-- SUPPLIED ENTRIES --
[Start of section]

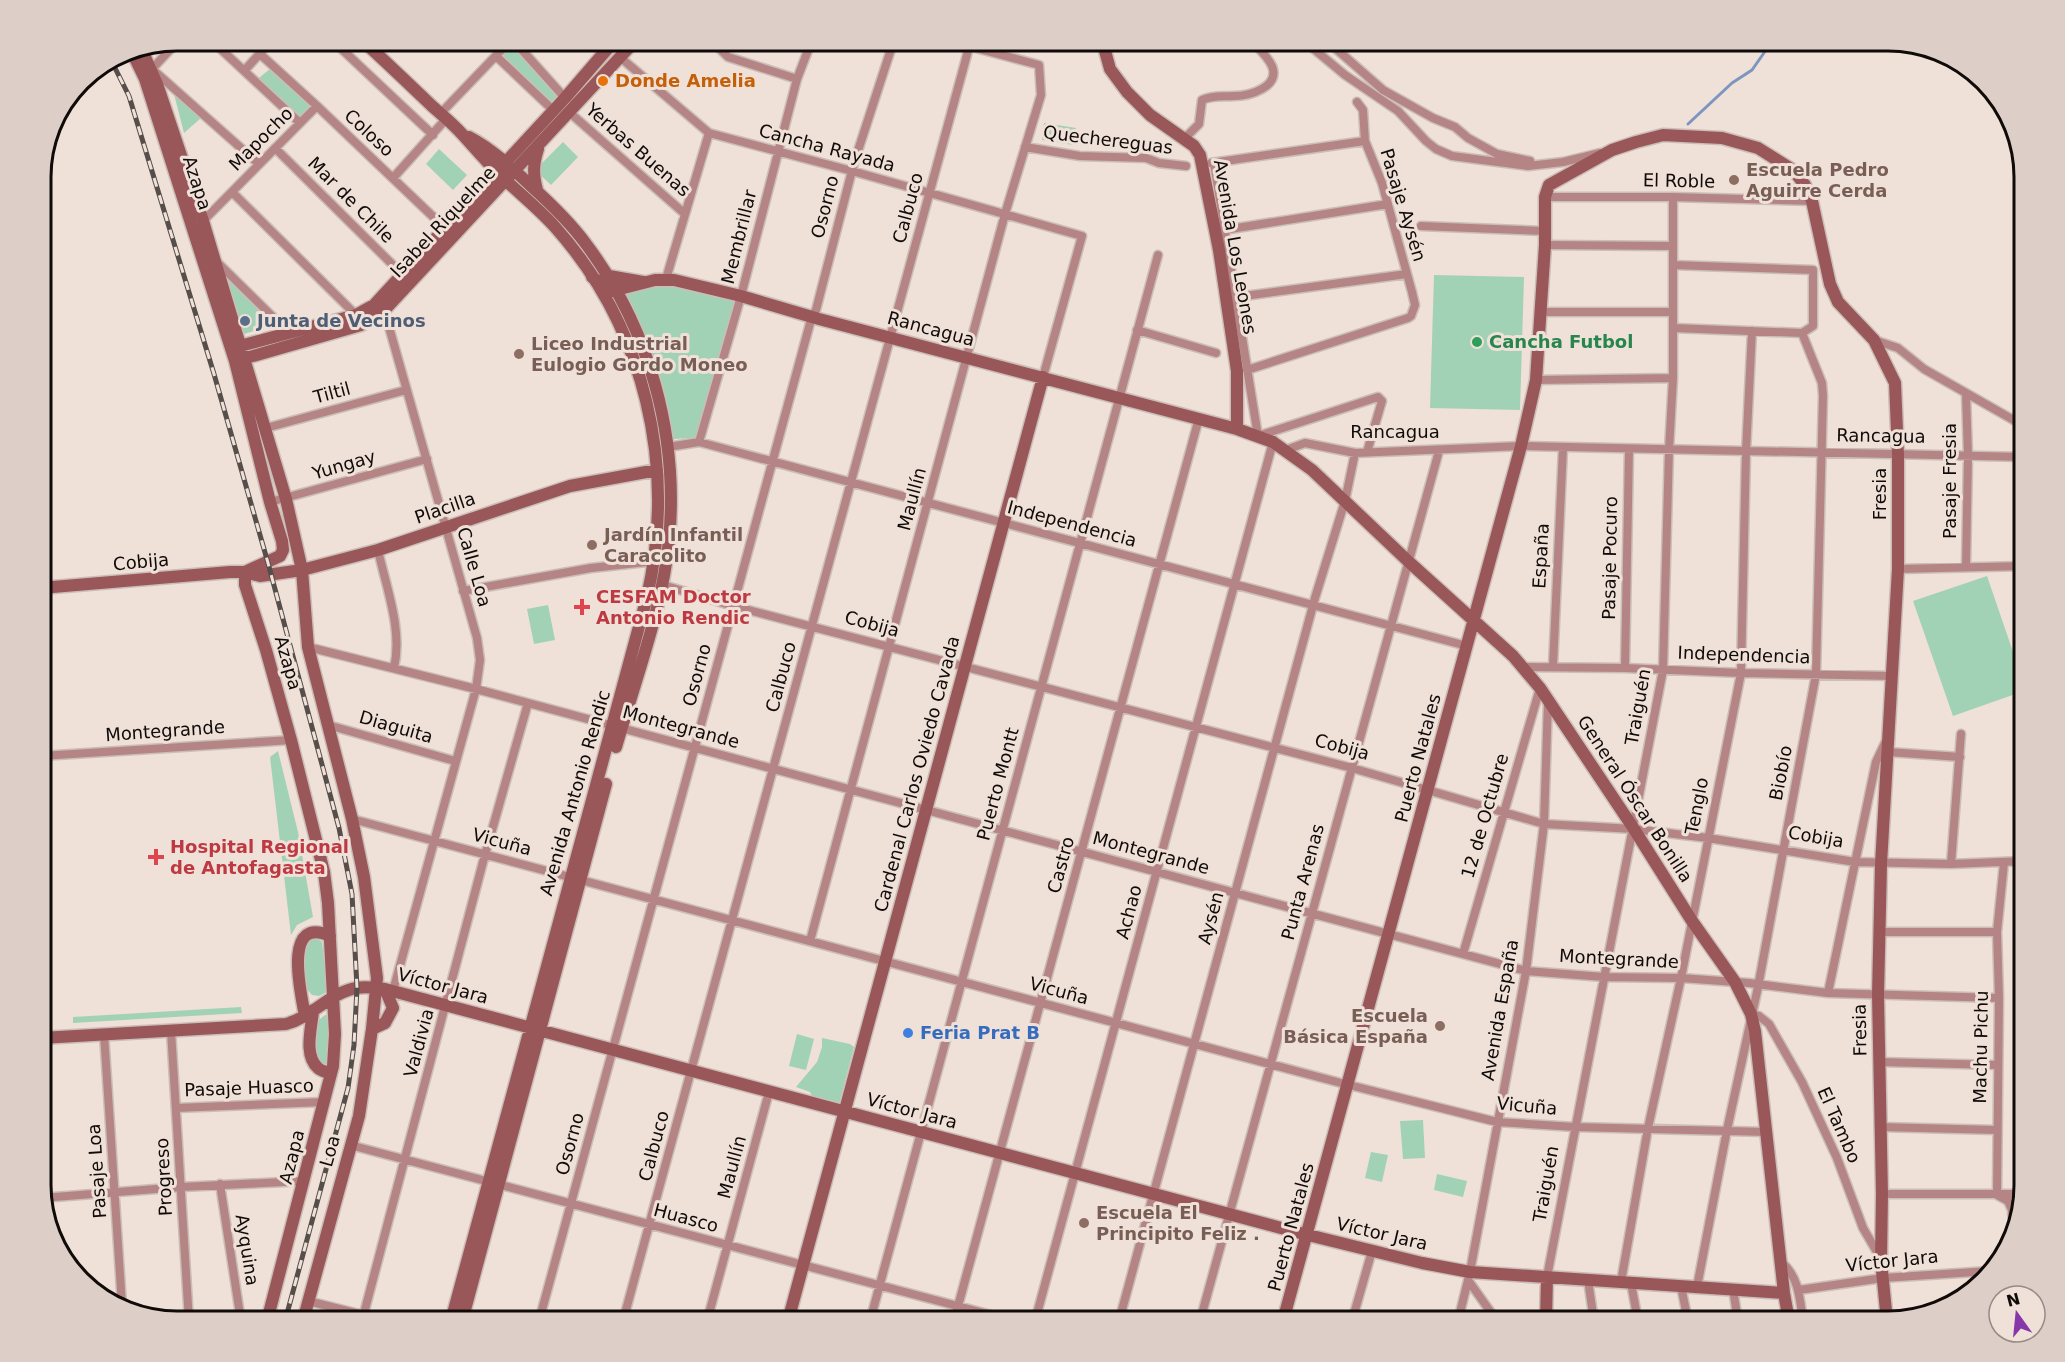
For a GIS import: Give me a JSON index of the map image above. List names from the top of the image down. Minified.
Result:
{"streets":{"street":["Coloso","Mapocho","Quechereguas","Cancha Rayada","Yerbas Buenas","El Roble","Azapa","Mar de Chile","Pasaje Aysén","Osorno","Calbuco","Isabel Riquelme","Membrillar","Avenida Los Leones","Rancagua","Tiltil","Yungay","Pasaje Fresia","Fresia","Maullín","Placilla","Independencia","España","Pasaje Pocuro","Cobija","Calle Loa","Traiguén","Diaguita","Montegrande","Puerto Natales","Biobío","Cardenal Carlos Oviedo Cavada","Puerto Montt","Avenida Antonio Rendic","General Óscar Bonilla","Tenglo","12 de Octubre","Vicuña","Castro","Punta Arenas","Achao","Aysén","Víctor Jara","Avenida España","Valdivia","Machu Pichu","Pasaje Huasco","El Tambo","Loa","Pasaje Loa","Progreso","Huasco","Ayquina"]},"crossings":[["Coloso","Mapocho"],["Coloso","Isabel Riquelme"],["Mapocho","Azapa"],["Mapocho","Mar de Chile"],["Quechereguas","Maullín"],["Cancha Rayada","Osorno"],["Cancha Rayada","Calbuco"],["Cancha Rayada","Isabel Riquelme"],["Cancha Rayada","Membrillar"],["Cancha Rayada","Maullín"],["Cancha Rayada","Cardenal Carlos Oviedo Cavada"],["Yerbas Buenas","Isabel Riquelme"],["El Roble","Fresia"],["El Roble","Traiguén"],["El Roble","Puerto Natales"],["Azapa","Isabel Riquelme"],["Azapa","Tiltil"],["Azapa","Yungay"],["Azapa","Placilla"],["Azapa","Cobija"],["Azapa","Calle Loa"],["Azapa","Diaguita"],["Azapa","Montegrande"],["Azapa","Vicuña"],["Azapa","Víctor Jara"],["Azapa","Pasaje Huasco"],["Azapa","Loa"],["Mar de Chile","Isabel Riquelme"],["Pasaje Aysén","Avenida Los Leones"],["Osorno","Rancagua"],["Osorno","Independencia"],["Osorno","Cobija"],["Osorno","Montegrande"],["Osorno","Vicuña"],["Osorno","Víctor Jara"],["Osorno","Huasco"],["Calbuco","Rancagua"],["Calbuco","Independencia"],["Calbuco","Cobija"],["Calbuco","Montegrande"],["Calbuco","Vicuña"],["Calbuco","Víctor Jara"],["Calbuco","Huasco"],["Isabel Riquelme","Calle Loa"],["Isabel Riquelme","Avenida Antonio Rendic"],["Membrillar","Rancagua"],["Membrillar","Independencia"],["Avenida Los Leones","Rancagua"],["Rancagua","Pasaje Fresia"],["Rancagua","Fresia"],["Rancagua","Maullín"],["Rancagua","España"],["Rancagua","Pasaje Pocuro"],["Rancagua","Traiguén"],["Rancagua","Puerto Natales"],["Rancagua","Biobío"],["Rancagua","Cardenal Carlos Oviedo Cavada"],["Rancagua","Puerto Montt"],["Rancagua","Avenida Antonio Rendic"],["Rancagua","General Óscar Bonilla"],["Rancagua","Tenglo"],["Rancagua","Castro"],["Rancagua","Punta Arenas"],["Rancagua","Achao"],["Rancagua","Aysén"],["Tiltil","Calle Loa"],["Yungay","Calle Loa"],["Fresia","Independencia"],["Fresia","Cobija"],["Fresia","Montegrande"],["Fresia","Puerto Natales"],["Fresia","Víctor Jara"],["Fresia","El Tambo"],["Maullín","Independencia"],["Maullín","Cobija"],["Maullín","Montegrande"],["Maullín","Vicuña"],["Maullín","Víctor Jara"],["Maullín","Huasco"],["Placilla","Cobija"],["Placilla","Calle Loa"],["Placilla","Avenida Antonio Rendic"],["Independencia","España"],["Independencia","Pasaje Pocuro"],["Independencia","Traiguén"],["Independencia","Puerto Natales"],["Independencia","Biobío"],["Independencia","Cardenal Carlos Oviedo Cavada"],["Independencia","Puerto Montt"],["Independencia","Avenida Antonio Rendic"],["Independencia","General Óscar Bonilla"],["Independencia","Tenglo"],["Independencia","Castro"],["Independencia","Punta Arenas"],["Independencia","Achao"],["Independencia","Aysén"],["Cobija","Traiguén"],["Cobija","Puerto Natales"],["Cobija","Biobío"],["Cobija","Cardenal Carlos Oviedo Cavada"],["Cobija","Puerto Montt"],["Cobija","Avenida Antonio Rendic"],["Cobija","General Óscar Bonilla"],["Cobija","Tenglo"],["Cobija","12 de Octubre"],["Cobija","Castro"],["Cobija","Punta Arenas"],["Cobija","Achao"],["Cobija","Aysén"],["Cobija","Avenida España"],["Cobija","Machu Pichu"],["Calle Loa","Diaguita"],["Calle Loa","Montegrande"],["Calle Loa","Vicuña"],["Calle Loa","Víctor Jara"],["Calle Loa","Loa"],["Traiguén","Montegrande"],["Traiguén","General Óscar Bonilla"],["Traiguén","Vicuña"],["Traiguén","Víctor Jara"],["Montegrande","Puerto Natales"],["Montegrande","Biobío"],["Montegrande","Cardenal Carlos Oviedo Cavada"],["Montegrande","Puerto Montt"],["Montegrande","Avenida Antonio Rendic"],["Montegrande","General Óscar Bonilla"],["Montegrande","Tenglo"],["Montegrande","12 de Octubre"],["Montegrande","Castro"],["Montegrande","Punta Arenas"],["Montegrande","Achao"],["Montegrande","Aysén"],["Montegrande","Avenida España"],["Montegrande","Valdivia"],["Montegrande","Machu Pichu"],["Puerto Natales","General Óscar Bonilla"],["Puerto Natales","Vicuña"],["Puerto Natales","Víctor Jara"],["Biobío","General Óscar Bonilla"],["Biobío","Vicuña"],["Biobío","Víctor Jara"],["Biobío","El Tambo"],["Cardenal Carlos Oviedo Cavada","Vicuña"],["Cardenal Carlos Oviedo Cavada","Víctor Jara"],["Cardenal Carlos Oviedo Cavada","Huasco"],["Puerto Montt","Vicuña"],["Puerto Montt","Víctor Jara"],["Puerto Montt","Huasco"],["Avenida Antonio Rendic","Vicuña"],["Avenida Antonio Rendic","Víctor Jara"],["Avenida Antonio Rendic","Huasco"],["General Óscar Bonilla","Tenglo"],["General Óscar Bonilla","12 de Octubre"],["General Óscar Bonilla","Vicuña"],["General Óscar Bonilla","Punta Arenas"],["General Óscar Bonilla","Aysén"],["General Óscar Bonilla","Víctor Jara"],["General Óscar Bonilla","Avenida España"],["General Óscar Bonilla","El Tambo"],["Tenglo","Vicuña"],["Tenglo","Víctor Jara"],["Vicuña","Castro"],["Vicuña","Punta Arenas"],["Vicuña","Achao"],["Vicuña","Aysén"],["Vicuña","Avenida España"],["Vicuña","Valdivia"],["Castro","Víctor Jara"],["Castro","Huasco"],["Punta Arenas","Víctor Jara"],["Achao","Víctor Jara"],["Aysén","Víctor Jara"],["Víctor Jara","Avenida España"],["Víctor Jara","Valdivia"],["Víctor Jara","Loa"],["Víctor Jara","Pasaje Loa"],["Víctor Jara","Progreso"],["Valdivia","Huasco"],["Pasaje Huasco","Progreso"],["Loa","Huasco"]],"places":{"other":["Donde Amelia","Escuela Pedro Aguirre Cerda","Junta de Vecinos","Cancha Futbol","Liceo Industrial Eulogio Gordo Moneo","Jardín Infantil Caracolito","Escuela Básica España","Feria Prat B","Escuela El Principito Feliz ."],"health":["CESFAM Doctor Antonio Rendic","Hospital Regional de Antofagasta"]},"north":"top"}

[End of section]
[Start of section]

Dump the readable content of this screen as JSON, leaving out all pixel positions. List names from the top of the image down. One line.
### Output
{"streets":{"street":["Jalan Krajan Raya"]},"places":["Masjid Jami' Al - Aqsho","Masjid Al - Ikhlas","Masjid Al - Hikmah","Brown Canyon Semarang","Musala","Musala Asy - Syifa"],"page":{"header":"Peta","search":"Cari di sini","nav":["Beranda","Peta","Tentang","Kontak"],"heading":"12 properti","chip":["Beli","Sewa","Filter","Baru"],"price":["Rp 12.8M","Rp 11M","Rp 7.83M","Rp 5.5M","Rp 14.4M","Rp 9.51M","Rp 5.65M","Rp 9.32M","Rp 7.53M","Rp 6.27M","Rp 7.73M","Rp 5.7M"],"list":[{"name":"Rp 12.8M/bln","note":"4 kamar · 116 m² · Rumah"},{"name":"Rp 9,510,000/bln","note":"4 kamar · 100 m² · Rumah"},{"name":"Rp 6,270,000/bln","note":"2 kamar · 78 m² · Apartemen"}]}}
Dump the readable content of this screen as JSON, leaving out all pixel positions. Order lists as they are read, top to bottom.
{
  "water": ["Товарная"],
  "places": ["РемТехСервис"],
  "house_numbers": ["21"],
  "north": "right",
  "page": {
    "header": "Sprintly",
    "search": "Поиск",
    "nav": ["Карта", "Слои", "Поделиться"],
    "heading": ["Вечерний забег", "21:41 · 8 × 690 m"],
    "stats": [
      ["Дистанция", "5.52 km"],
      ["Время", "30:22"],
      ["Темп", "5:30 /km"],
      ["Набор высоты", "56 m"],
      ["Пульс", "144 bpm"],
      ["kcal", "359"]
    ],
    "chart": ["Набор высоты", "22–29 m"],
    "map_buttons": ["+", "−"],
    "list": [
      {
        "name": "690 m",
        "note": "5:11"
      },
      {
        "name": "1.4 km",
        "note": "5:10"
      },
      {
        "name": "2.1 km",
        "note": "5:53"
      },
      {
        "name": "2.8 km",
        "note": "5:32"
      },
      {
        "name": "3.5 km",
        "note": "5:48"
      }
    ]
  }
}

[End of section]
[Start of section]

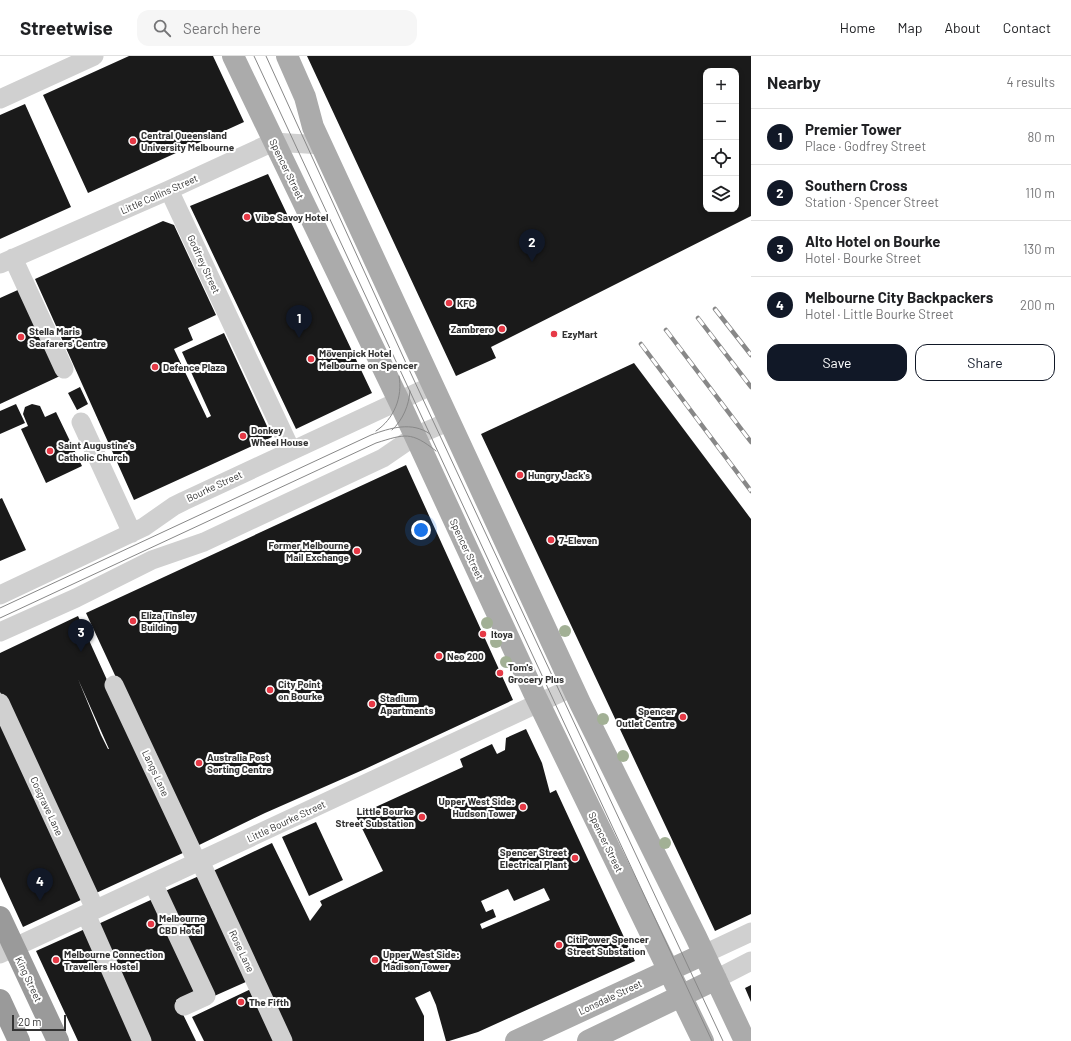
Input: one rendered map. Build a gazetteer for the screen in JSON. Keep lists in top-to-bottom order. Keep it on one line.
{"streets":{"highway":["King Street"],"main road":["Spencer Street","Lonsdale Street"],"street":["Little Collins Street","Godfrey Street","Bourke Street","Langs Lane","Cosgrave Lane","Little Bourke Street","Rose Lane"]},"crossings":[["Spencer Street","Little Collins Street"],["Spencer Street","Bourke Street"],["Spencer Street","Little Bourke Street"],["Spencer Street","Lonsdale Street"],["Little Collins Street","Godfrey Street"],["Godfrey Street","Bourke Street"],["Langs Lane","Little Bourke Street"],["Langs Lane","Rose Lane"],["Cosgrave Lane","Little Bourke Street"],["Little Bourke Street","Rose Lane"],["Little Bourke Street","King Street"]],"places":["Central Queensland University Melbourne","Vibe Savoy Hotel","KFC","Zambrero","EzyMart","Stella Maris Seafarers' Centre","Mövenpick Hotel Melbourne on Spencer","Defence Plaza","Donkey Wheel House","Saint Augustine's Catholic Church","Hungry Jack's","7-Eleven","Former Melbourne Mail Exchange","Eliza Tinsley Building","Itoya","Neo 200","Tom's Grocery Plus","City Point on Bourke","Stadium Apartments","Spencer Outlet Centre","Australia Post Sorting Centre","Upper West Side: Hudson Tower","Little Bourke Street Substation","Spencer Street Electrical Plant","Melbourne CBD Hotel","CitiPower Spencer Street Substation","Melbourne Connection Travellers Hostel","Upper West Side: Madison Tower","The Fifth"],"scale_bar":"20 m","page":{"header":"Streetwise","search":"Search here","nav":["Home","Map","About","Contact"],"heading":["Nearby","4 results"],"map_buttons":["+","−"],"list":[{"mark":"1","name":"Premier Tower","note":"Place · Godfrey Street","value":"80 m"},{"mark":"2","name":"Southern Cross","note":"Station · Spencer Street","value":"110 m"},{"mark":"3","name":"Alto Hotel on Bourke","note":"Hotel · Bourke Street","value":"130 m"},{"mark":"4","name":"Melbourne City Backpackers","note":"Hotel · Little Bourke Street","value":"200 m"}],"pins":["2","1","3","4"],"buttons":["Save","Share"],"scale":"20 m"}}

[End of section]

-- WHAT TO WORK ON --
Look through the entries and give the number of lines containing the word "bottom". Add nothing else.

-- REPLY TO THE TASK --
2